Inclusion criteria for sepsis were the presence of organ dysfunction assessed by Sequential Organ Failure Assessment (SOFA) score (>2), elevated serum procalcitonin (PCT) levels (>2 ng/mL) and suspected/confirmed infection. Patients were regarded to have AKI based on elevated serum creatinine levels (≥1.5—fold increase from the baseline in the last 7 days or ≥26.5 μmol/L increase within 48 h) or with decreased urine output (<0.5 mL/kg/h for 6 h). The diagnosis of sepsis and AKI were established using the Sepsis-3 definitions and Kidney Disease Improving Global Guidelines (KDIGO) guidelines, respectively [4,7]. Acute physiology and chronic health evaluation II (APACHE II) simplified acute physiology score II (SAPS II), SOFA, and multiple organ dysfunction syndrome (MODS) scores were estimated for the first day of intensive care treatment.
Serum total protein (TP), albumin, creatinine, hs-CRP, PCT, gelsolin (GSN), Gc-globulin, blood cell counts were determined by routine automated laboratory methods and/or our published automated tests [18,20] in our accredited Department of Laboratory Medicine, Hungary (NAH 9-0008/2021).

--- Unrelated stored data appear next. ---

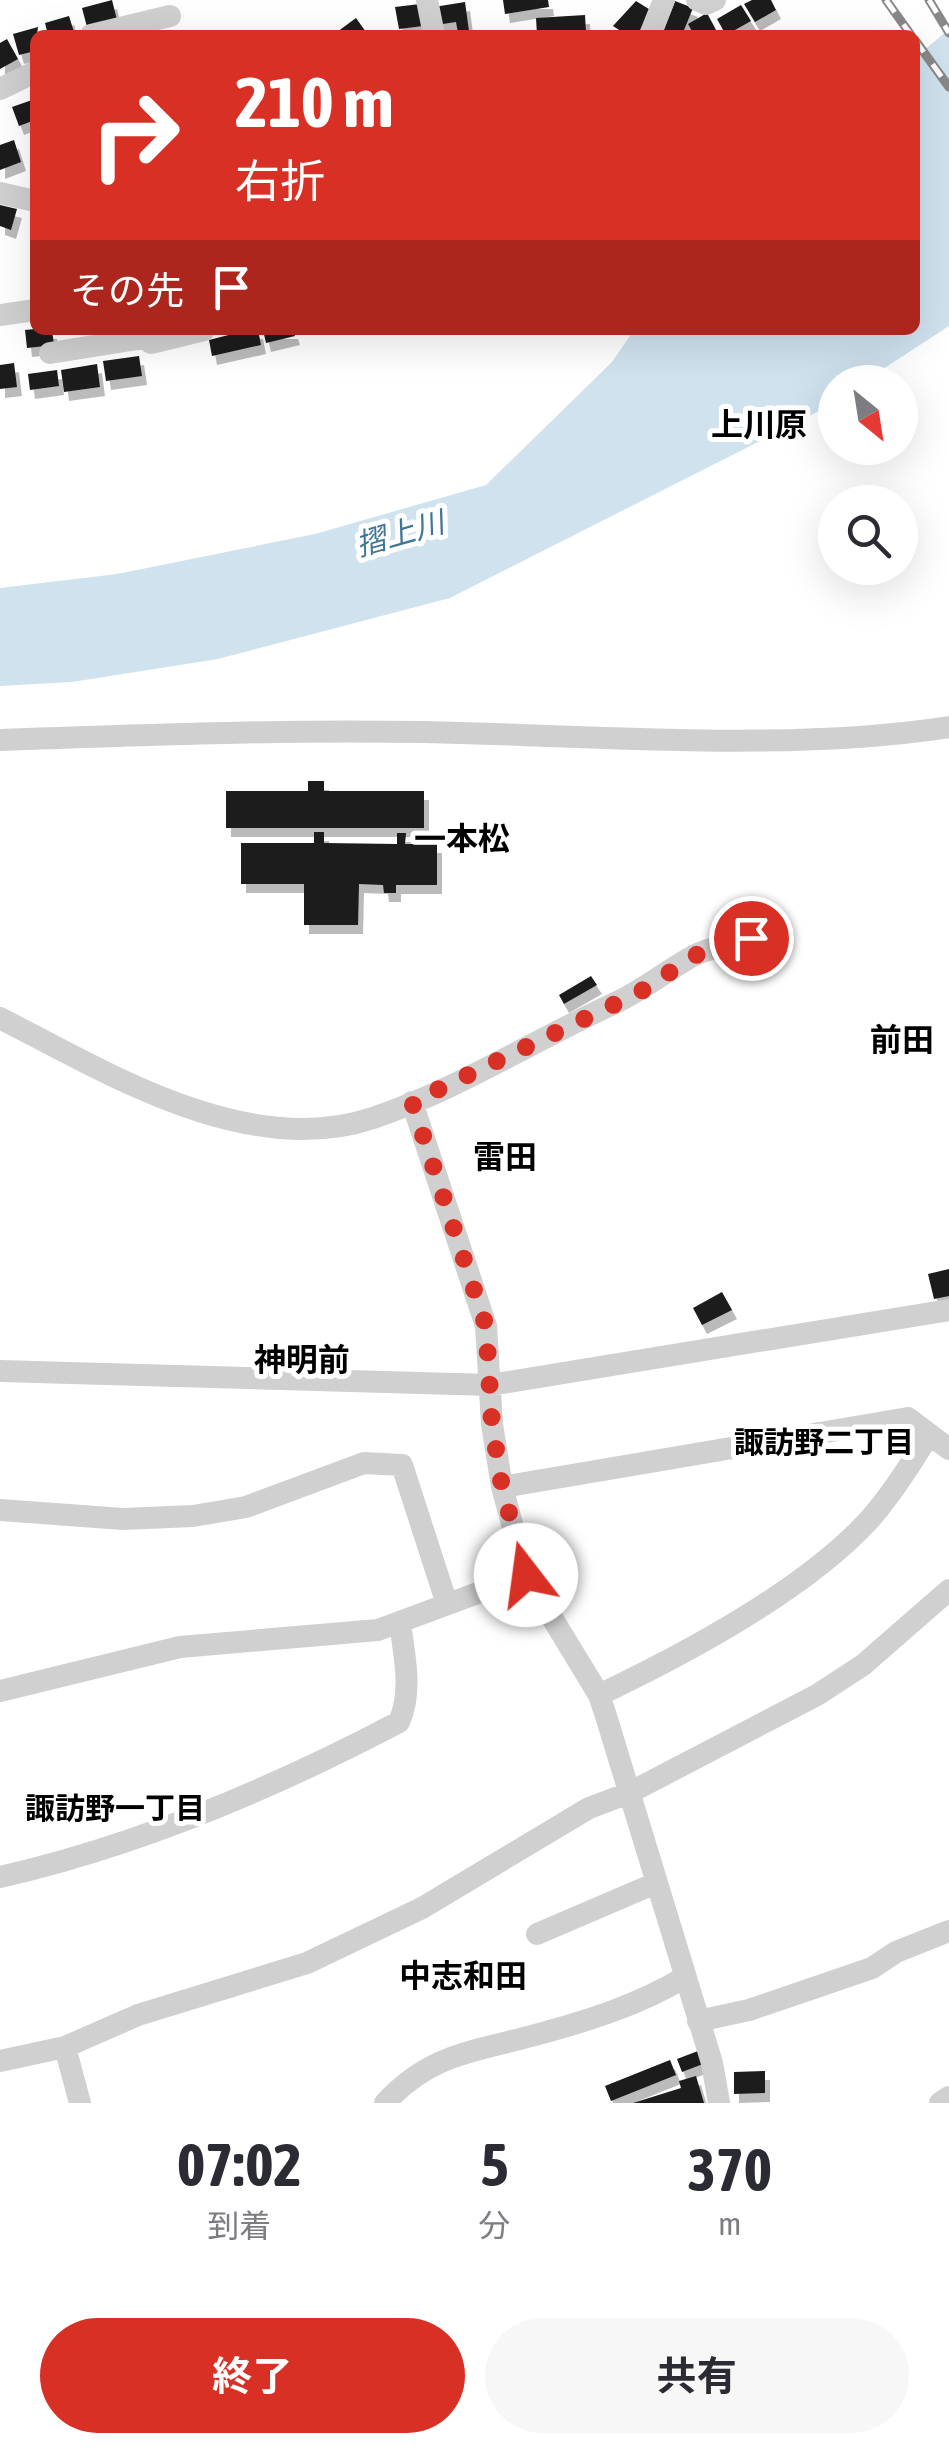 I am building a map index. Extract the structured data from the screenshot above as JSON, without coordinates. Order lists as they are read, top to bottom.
{
  "districts": [
    "上川原",
    "一本松",
    "前田",
    "雷田",
    "神明前",
    "諏訪野二丁目",
    "諏訪野一丁目",
    "中志和田"
  ],
  "water": ["摺上川"],
  "north": "bottom right",
  "page": {
    "turn": ["210 m", "右折"],
    "then": "その先",
    "eta": [
      "07:02",
      "到着",
      "5",
      "分",
      "370",
      "m"
    ],
    "buttons": ["終了", "共有"]
  }
}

Urinary parameters (u-TP, u-albumin, u-orosomucoid, u-Cystatin C) were obtained by our previously published automated techniques [14,19] and u-Gc by the present ELISA method. Urinary values were referred to urinary creatinine as well.

4.3. Statistical Analyses

For statistical analysis, IBM SPSS Statistics for Windows, Version 22, and Origin 2016 program (OriginLab Corporation, Northampton, MA, USA) were used. Distribution of continuous variables was evaluated by Shapiro–Wilk test. Because of non-normally distributed data we performed non-parametric tests. For continuous variables Kruskal–Wallis and Mann–Whitney tests, for qualitative variables χ2-tests were performed for investigating differences between patient groups. Friedman’s analysis and post hoc Wilcoxon signed-rank tests were executed for follow-up comparisons. Predictive values were assessed by receiver operating characteristic (ROC) curve analysis. Combinatory marker analysis was performed by binary logistic regression followed by ROC analysis. Correlations between quantitative parameters were determined by Spearman’s rank correlation test. Data are expressed as medians and as interquartile ranges (IQR). Changes in the results were considered to be statistically significant at p < 0.05.

5. Conclusions

Based on our results, urinary Gc-globulin seems to be a promising additional diagnostic marker for sepsis-induced acute kidney injury. U-Gc combined with other glomerular and tubular injury markers (se-creatinine, u-orosomucoid, u-Cystatin-C, u-actin) might provide reliable clinical information regarding sepsis-associated acute kidney injury.

Author Contributions

Conceptualization, T.K., Z.H.-S. and D.M.; methodology, T.K., Z.H.-S., D.R., C.K. and B.K.; software, T.K., Z.H.-S. and D.R.; validation, B.S., T.K. and G.L.K.; formal analysis, T.K. and Z.H.-S.; investigation, B.K., C.K. and T.K.; resources, T.K. and G.L.K.; data curation, T.K.; writing—original draft preparation, D.R., T.K., D.M. and Z.H.-S.; writing—review and editing, D.R., Z.H.-S., T.K. and D.M.; visualization, Z.H.-S. and D.R.; supervision, T.K. and Z.H-S.; project administration, T.K. and Z.H.-S.; funding acquisition, T.K. and G.L.K. All authors have read and agreed to the published version of the manuscript.

Funding

This research was financed by the RRF-2.3.1-21-2022-00012 “National Laboratory on Human Reproduction” program, the EFOP 3.6.1-16-2016-00004 project (Comprehensive Development for Implementing Smart Specialization Strategies), University of Pécs, Hungary and University of Pécs Medical School, PTE ÁOK-KA No: 2019/300825 grants.

Institutional Review Board Statement

Regional Research Ethical Committee of the University of Pécs, Hungary (4327.316-2900/KK15/2011).

Informed Consent Statement

Detailed information was given to all patients or their next-of-kin regarding our study protocol and informed consent was obtained from all subjects involved in the study.

Data Availability Statement

The data that support the findings of this study are available from the corresponding author upon reasonable request.

Acknowledgments

The technical support of Per Christensen (DAKO-Agilent, Santa Clara, USA) is highly appreciated.

Conflicts of Interest

The authors declare no conflict of interest.

Sample Availability

Not applicable.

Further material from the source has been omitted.